Dataset entries
■ ■ ■ ■ ■

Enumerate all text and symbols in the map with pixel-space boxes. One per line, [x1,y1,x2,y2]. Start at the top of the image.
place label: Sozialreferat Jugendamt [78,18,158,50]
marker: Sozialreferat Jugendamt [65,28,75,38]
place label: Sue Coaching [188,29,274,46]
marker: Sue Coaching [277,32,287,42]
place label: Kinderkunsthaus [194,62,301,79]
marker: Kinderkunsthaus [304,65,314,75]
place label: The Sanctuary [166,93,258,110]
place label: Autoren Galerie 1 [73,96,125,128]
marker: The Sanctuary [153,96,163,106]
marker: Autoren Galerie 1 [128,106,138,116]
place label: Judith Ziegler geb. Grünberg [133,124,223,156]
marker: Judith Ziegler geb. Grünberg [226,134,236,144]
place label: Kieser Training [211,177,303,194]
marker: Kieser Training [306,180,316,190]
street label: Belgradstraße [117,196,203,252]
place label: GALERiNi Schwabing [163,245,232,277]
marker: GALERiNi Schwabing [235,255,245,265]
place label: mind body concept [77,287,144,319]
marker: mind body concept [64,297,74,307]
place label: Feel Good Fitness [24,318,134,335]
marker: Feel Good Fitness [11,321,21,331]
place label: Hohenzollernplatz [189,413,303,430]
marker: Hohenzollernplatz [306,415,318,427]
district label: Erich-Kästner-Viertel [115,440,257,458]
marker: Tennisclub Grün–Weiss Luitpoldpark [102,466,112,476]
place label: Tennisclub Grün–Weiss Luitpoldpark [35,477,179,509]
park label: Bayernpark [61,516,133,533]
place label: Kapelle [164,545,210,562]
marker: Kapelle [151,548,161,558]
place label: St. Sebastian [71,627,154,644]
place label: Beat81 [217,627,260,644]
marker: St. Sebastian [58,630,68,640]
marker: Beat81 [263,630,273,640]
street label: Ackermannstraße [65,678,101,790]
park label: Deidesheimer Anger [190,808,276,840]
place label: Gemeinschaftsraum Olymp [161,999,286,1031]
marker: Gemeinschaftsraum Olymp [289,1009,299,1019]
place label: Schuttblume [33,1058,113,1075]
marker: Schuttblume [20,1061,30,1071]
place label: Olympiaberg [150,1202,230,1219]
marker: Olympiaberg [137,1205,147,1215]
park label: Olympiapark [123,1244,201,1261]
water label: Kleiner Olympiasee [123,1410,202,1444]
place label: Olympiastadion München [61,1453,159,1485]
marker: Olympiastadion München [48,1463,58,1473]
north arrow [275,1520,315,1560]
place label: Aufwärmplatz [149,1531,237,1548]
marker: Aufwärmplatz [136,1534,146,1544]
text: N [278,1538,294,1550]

■ ■ ■ ■ ■

--- Task prompt ---
A bare number is expected: how many lines above contain the word "Kinderkunsthaus"?

--- Task answer ---
2